__Exercise objective__
Your result should be every line of the records below that contains the word "Donauwörther".
^^^^
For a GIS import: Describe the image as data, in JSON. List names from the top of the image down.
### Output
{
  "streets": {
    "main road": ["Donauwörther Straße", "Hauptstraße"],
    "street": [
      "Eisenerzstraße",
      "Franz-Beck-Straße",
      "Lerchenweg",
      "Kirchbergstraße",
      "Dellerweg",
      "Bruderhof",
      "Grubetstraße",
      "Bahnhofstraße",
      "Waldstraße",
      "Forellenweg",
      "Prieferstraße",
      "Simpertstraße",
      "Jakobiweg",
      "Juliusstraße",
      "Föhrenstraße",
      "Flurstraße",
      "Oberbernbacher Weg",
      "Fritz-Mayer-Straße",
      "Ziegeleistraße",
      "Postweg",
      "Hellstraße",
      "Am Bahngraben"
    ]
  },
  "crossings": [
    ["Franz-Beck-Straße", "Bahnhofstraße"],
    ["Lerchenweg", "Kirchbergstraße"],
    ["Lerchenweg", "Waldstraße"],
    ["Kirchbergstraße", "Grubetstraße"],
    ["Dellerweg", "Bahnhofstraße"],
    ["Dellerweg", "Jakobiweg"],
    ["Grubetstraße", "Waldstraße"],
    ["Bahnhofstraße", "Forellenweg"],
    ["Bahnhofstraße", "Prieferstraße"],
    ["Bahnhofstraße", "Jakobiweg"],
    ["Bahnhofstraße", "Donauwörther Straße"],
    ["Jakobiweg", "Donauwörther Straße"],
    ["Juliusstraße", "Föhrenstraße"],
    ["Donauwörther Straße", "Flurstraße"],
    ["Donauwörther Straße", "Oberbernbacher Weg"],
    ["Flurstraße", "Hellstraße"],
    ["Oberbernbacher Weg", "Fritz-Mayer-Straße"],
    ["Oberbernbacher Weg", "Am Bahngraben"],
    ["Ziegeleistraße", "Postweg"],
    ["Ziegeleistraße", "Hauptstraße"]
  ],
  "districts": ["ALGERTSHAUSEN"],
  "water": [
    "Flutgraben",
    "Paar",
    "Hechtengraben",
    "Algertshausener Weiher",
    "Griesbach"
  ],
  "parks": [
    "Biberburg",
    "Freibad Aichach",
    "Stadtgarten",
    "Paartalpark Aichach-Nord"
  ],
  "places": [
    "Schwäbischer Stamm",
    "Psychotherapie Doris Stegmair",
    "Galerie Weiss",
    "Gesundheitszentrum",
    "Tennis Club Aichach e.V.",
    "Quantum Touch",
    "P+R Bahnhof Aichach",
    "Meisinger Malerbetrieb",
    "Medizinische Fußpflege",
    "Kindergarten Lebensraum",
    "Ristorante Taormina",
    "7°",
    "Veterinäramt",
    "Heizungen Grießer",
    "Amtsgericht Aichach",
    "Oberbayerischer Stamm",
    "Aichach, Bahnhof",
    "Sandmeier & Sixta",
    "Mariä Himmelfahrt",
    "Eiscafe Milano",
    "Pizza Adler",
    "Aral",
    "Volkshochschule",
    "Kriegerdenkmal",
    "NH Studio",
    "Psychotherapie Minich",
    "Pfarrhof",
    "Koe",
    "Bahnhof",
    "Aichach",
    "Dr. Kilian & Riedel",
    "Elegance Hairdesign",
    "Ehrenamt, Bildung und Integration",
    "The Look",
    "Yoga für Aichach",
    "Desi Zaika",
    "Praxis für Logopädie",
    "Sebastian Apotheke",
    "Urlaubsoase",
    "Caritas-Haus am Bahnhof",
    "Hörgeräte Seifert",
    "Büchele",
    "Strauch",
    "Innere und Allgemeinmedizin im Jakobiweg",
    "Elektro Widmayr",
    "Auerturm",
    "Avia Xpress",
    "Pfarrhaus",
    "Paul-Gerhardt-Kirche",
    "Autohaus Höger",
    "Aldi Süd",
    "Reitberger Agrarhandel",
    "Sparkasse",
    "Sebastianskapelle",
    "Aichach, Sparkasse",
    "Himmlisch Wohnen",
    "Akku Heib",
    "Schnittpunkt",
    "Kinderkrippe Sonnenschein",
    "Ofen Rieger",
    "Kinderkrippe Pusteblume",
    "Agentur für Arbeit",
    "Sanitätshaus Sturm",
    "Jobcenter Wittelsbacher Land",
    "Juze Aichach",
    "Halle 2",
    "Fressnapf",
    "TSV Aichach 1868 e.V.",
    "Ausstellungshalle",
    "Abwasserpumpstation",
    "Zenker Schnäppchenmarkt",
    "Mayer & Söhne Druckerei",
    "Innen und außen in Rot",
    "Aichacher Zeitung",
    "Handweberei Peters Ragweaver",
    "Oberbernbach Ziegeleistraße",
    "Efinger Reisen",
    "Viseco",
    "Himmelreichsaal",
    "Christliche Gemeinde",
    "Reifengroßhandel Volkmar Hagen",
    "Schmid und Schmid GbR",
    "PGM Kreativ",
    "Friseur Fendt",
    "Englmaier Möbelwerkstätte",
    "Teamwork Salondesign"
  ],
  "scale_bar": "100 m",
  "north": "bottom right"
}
^^^^
__Written solution__
    "main road": ["Donauwörther Straße", "Hauptstraße"],
    ["Bahnhofstraße", "Donauwörther Straße"],
    ["Jakobiweg", "Donauwörther Straße"],
    ["Donauwörther Straße", "Flurstraße"],
    ["Donauwörther Straße", "Oberbernbacher Weg"],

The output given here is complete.